A l’origine, l’occupation a été présentée par Israël comme temporaire, une conséquence de la guerre de 1967. Mais trois observations nous permettent de dire qu’on est passé à un stade perpétuel. Le passage du temps, un demi-siècle, ça n’a rien de temporaire ; les investissements massifs des gouvernements, et particulièrement l’actuel, dans des infrastructures permanentes en Cisjordanie ; les prises de position de plus en plus assumées par l’ensemble du leadership israélien.
En mai 2016, vous avez annoncé la fin de votre collaboration avec les tribunaux militaires pour enquêter sur les abus commis par les soldats dans les Territoires occupés…
Pendant trente ans, nous avons tenté de mettre en place de la responsabilité et de la transparence, en recensant systématiquement les cas des Palestiniens abusés, blessés ou tués par les unités de sécurité israélienne dans les cas où la force n’était pas nécessaire. Depuis 2000, nous avons monté plus de 700 dossiers qui, selon nous, justifiaient l’ouverture d’une instruction. Ces quinze dernières années, des charges ont été portées dans seulement 3 % des cas. La plupart du temps, il n’y a même pas eu d’instruction. Le système n’est pas défaillant : il installe l’impunité à travers une fausse impression de transparence. Et cela dépasse les tribunaux militaires. C’est également le cas dans les cours de justice civile, voire jusqu’à la haute cour de justice, qui offre une apparence de légalité à l’occupation.

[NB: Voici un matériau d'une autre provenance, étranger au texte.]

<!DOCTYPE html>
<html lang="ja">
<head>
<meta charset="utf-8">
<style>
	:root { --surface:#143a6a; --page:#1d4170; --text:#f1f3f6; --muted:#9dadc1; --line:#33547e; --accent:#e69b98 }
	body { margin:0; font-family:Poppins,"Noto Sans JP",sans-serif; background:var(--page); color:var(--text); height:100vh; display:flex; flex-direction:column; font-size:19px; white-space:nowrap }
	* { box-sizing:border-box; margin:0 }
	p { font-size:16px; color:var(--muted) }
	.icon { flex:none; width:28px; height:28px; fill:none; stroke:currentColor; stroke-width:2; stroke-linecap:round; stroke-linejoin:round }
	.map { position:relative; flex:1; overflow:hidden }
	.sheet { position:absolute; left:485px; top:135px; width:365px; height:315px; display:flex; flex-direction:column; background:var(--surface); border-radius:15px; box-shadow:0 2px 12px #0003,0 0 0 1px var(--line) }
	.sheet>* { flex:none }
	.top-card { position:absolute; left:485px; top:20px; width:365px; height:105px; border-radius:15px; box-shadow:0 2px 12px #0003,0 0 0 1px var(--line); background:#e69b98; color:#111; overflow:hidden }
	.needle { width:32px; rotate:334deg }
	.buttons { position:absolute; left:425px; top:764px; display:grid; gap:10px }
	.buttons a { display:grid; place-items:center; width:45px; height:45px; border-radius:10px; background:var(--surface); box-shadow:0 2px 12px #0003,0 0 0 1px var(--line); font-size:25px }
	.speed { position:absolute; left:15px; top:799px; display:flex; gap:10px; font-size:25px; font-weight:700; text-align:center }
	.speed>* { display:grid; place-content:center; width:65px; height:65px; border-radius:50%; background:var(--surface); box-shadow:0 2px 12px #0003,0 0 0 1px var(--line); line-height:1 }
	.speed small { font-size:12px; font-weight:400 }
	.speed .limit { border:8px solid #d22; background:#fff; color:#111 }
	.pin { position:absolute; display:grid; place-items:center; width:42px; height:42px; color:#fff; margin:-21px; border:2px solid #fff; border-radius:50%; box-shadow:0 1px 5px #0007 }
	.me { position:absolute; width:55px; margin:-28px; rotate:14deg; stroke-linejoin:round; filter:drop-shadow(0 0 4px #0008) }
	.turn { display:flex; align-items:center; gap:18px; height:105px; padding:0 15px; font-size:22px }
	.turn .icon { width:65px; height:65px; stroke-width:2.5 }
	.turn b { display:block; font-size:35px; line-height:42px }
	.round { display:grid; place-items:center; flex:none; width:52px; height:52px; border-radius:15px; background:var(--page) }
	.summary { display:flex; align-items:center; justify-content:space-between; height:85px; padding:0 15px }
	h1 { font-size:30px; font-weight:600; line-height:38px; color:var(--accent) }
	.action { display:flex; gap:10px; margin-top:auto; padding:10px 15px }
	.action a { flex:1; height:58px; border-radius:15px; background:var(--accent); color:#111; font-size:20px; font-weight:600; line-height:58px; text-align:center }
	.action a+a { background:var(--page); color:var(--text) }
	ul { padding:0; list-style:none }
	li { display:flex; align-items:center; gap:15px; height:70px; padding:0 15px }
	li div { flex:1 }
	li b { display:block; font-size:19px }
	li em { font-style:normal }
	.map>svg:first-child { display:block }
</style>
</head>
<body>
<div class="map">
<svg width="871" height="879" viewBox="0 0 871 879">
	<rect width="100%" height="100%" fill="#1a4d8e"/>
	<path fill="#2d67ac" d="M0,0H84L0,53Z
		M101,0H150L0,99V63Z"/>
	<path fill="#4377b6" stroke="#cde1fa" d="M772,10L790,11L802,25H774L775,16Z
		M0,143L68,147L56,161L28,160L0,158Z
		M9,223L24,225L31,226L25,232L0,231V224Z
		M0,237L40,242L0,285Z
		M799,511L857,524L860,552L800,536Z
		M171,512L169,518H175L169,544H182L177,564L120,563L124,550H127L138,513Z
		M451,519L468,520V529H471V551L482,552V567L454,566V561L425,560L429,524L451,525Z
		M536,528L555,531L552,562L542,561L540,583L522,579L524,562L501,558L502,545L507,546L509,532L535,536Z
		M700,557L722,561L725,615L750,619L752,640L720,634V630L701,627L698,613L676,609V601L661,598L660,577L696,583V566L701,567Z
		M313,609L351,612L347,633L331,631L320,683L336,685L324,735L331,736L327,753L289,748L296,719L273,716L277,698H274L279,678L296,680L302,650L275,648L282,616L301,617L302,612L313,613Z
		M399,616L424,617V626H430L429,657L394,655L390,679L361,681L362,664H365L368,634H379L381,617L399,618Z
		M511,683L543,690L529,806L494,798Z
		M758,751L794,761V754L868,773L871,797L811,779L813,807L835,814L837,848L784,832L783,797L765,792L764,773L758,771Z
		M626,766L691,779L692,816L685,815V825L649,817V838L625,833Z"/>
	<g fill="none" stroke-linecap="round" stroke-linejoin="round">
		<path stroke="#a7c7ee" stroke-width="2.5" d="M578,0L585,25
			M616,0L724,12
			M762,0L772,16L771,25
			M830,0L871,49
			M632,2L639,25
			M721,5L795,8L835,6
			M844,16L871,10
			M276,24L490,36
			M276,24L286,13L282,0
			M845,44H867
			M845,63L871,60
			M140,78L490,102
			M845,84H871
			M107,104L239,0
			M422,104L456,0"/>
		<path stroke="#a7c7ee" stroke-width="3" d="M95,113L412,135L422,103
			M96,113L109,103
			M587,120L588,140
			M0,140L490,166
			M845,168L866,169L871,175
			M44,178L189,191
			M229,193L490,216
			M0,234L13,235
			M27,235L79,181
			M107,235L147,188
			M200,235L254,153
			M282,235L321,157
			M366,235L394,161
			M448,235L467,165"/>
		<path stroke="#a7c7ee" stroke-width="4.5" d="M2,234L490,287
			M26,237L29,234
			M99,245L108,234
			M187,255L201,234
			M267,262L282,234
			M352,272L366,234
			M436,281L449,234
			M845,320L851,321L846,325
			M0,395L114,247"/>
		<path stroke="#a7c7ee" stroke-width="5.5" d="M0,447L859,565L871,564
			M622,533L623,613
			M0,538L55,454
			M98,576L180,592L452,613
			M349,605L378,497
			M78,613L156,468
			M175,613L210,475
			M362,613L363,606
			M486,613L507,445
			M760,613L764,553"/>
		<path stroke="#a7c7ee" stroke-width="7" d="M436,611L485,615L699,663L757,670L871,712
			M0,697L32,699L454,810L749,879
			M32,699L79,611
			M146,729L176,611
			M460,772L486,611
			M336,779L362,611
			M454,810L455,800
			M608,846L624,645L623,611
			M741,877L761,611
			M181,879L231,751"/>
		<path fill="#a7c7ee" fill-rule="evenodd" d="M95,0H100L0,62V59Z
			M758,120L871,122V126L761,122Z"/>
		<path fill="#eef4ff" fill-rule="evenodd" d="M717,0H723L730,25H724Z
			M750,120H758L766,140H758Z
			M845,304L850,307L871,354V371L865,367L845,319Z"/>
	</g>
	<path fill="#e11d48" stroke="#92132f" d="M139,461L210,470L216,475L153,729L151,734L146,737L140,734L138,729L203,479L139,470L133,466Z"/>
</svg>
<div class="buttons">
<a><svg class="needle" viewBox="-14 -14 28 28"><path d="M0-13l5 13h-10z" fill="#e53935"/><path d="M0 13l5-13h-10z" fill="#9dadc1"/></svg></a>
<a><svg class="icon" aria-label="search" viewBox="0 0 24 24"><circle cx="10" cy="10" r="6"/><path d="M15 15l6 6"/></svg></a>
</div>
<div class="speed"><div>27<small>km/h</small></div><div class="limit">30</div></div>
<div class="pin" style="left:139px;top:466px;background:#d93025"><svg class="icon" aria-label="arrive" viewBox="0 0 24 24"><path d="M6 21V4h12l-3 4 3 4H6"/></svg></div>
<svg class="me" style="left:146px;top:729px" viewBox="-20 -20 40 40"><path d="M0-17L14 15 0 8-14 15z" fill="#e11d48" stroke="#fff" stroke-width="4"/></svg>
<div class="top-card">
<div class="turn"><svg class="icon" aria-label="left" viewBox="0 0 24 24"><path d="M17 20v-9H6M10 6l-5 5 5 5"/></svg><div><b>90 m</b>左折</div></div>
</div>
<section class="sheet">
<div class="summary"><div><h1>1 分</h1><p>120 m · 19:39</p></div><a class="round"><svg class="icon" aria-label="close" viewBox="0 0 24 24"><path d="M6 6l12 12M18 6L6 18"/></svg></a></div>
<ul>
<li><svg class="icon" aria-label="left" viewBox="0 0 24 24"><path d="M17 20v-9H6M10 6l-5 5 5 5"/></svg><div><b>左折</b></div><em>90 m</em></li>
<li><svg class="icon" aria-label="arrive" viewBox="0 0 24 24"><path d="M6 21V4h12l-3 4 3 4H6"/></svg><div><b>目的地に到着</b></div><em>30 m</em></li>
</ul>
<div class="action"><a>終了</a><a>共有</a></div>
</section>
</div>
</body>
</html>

Ces derniers mois, le gouvernement est monté d’un cran dans ses attaques contre les ONG anti-occupation comme la vôtre…
Les politiciens ont découvert que ce type de propagande négative à usage «interne» était très efficace auprès de l’opinion publique israélienne. Ces gesticulations – nous qualifier de «quatrième colonne», de «traîtres à la patrie», «d’agents étrangers» – sont non seulement devenues banales mais surtout très populaires et utiles pour s’ériger en tant que patriote. Le niveau d’intimidation et d’appels à la haine que l’on voit en ce moment est sans précédent.